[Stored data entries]
#####

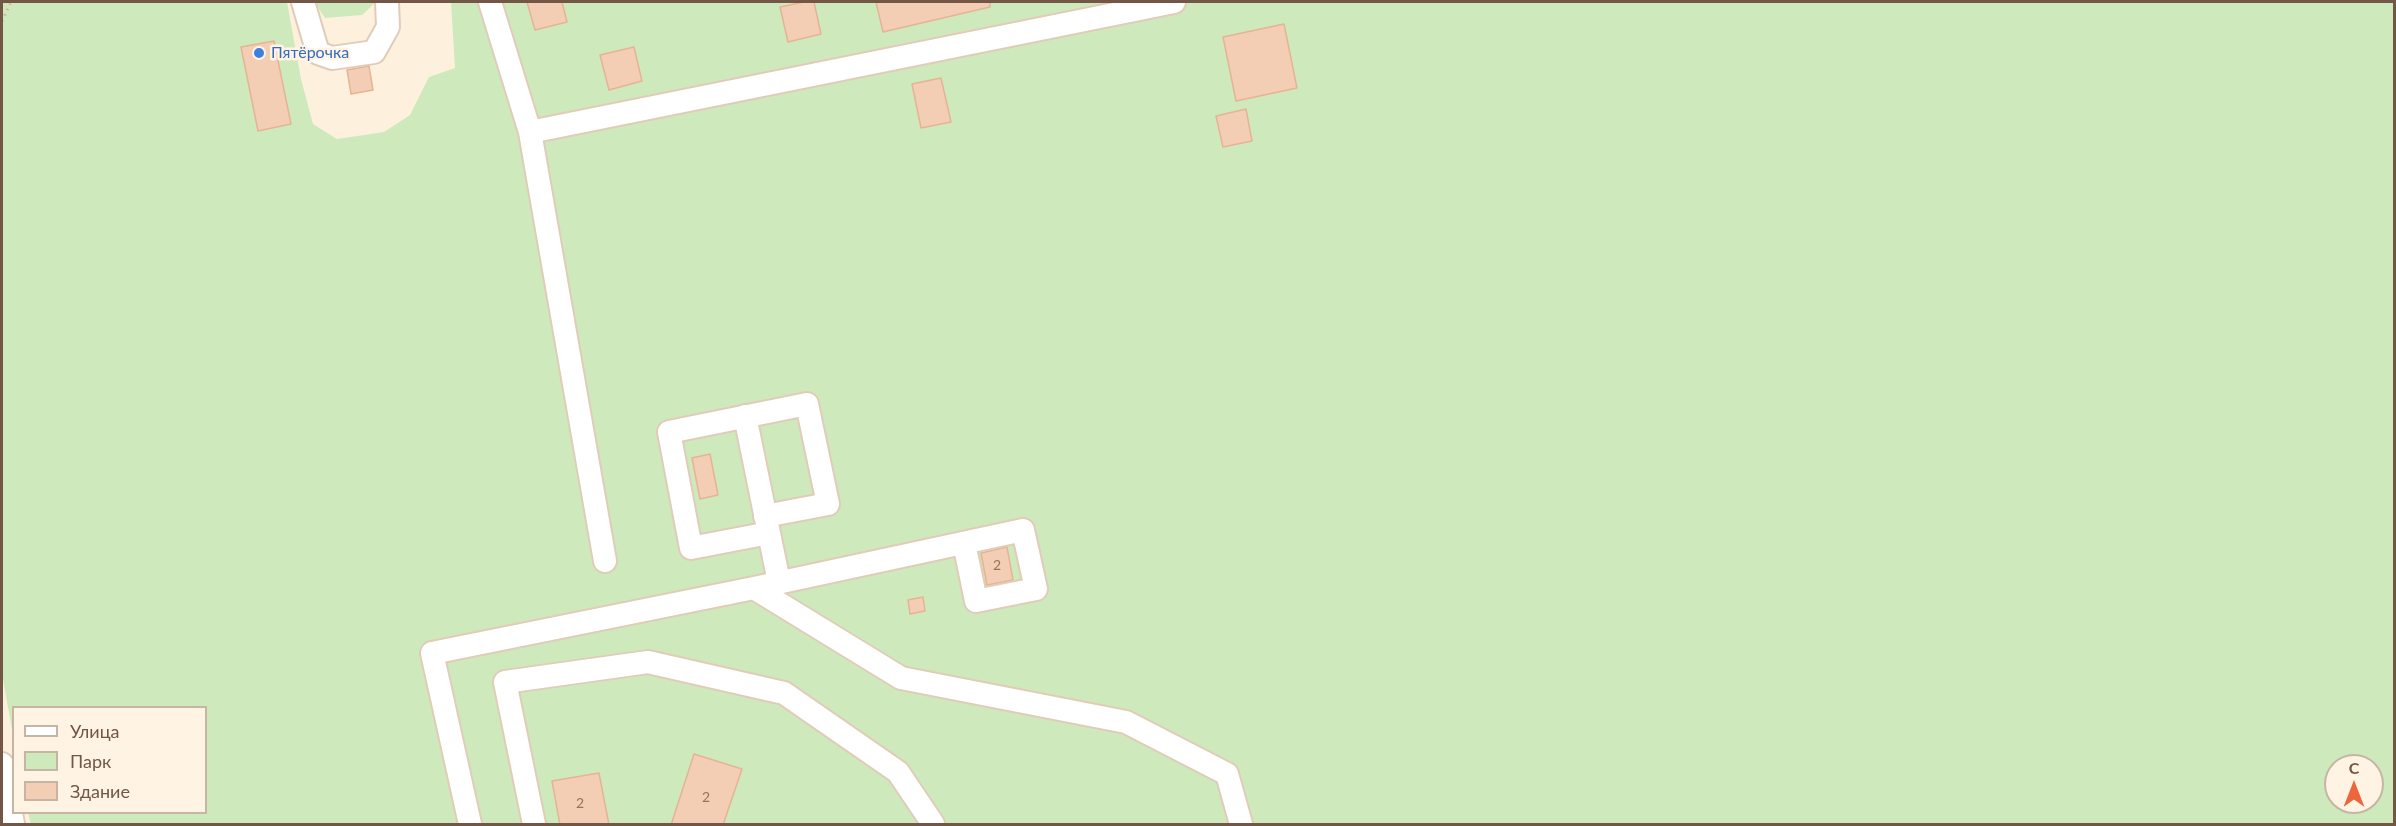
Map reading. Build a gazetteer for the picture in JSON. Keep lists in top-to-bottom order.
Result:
{
  "places": ["Пятёрочка"],
  "house_numbers": ["2", "2", "2"],
  "legend": ["Улица", "Парк", "Здание"],
  "north": "top"
}
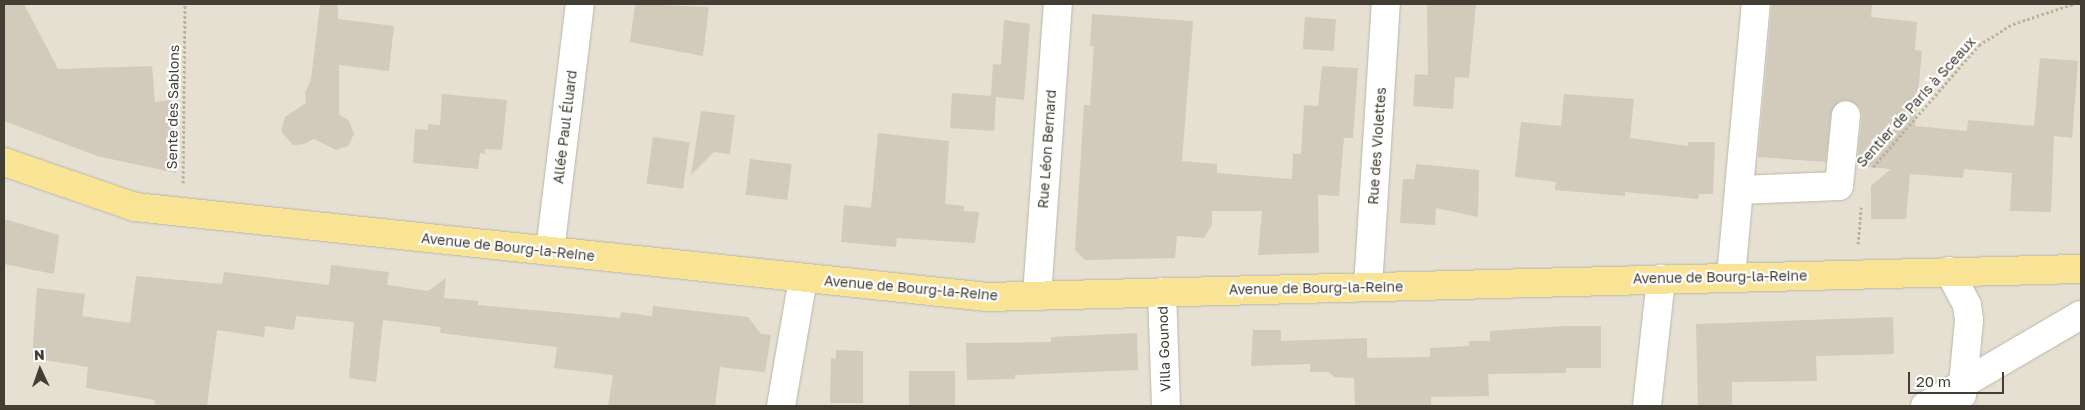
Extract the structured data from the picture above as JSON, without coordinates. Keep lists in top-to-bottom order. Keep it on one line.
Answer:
{"streets":{"main road":["Avenue de Bourg-la-Reine"],"street":["Allée Paul Éluard","Rue des Violettes","Rue Léon Bernard","Villa Gounod"],"path":["Sentier de Paris à Sceaux","Sente des Sablons"]},"crossings":[["Sente des Sablons","Avenue de Bourg-la-Reine"],["Allée Paul Éluard","Avenue de Bourg-la-Reine"],["Rue des Violettes","Avenue de Bourg-la-Reine"],["Rue Léon Bernard","Avenue de Bourg-la-Reine"],["Avenue de Bourg-la-Reine","Villa Gounod"]],"scale_bar":"20 m","north":"top"}
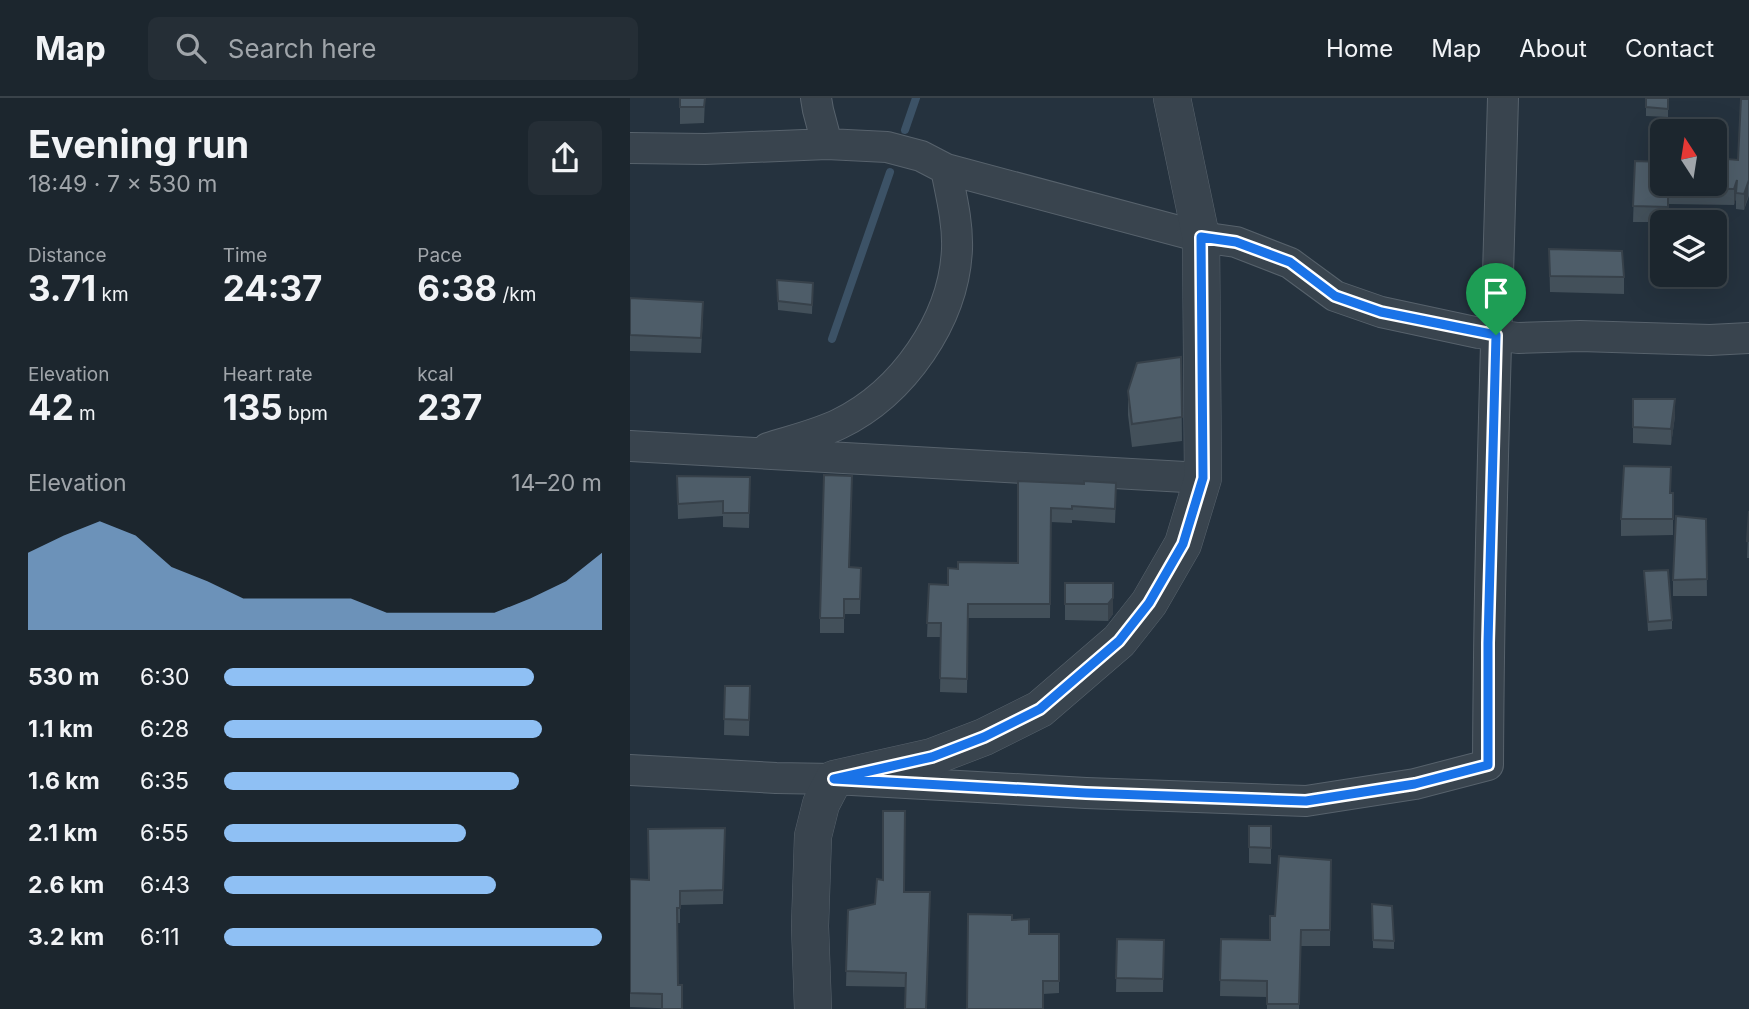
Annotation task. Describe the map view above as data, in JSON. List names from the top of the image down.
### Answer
{
  "north": "top",
  "page": {
    "header": "Map",
    "search": "Search here",
    "nav": [
      "Home",
      "Map",
      "About",
      "Contact"
    ],
    "heading": ["Evening run", "18:49 · 7 × 530 m"],
    "stats": [
      ["Distance", "3.71 km"],
      ["Time", "24:37"],
      ["Pace", "6:38 /km"],
      ["Elevation", "42 m"],
      ["Heart rate", "135 bpm"],
      ["kcal", "237"]
    ],
    "chart": ["Elevation", "14–20 m"],
    "list": [
      {
        "name": "530 m",
        "note": "6:30"
      },
      {
        "name": "1.1 km",
        "note": "6:28"
      },
      {
        "name": "1.6 km",
        "note": "6:35"
      },
      {
        "name": "2.1 km",
        "note": "6:55"
      },
      {
        "name": "2.6 km",
        "note": "6:43"
      },
      {
        "name": "3.2 km",
        "note": "6:11"
      }
    ]
  }
}
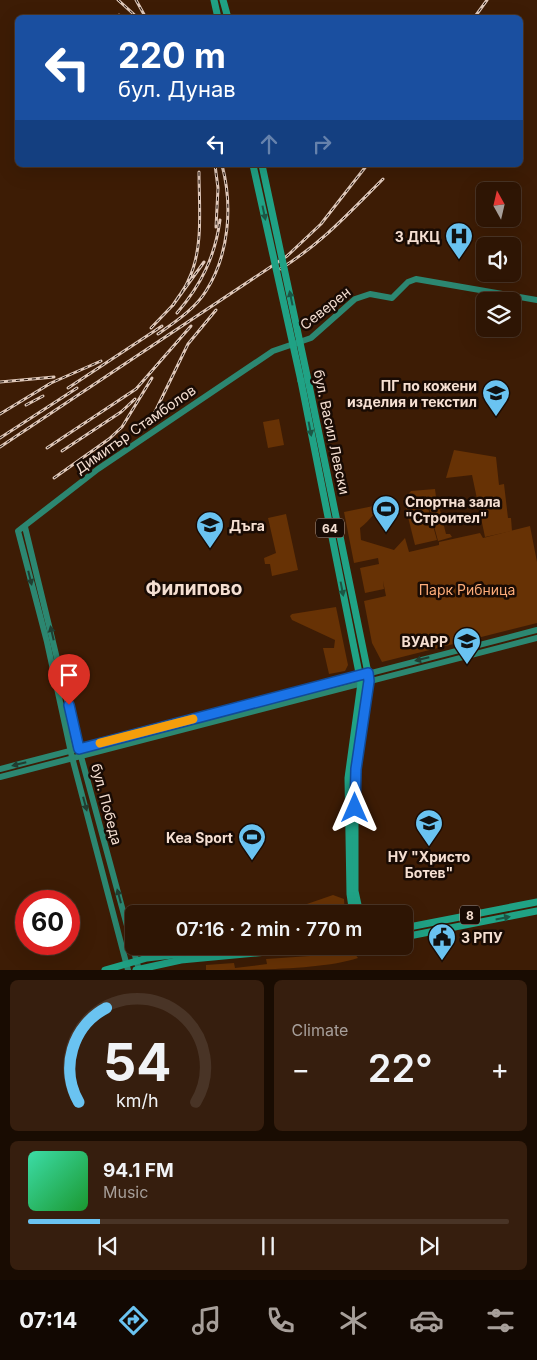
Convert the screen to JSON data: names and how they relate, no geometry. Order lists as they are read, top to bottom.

#####

Assignment »
Before duplicating the entries above, strip out the pictures and keep the rest exact.

Response below »
Map reading. Build a gazetteer for the picture in JSON. Keep lists in top-to-bottom order.
Result:
{
  "places": ["Пятёрочка"],
  "house_numbers": ["2", "2", "2"],
  "legend": ["Улица", "Парк", "Здание"],
  "north": "top"
}
Extract the structured data from the picture above as JSON, without coordinates. Keep lists in top-to-bottom order. Keep it on one line.
Answer:
{"streets":{"main road":["Avenue de Bourg-la-Reine"],"street":["Allée Paul Éluard","Rue des Violettes","Rue Léon Bernard","Villa Gounod"],"path":["Sentier de Paris à Sceaux","Sente des Sablons"]},"crossings":[["Sente des Sablons","Avenue de Bourg-la-Reine"],["Allée Paul Éluard","Avenue de Bourg-la-Reine"],["Rue des Violettes","Avenue de Bourg-la-Reine"],["Rue Léon Bernard","Avenue de Bourg-la-Reine"],["Avenue de Bourg-la-Reine","Villa Gounod"]],"scale_bar":"20 m","north":"top"}
Annotation task. Describe the map view above as data, in JSON. List names from the top of the image down.
### Answer
{
  "north": "top",
  "page": {
    "header": "Map",
    "search": "Search here",
    "nav": [
      "Home",
      "Map",
      "About",
      "Contact"
    ],
    "heading": ["Evening run", "18:49 · 7 × 530 m"],
    "stats": [
      ["Distance", "3.71 km"],
      ["Time", "24:37"],
      ["Pace", "6:38 /km"],
      ["Elevation", "42 m"],
      ["Heart rate", "135 bpm"],
      ["kcal", "237"]
    ],
    "chart": ["Elevation", "14–20 m"],
    "list": [
      {
        "name": "530 m",
        "note": "6:30"
      },
      {
        "name": "1.1 km",
        "note": "6:28"
      },
      {
        "name": "1.6 km",
        "note": "6:35"
      },
      {
        "name": "2.1 km",
        "note": "6:55"
      },
      {
        "name": "2.6 km",
        "note": "6:43"
      },
      {
        "name": "3.2 km",
        "note": "6:11"
      }
    ]
  }
}
Convert the screen to JSON data: names and how they relate, no geometry. Order lists as they are read, top to bottom.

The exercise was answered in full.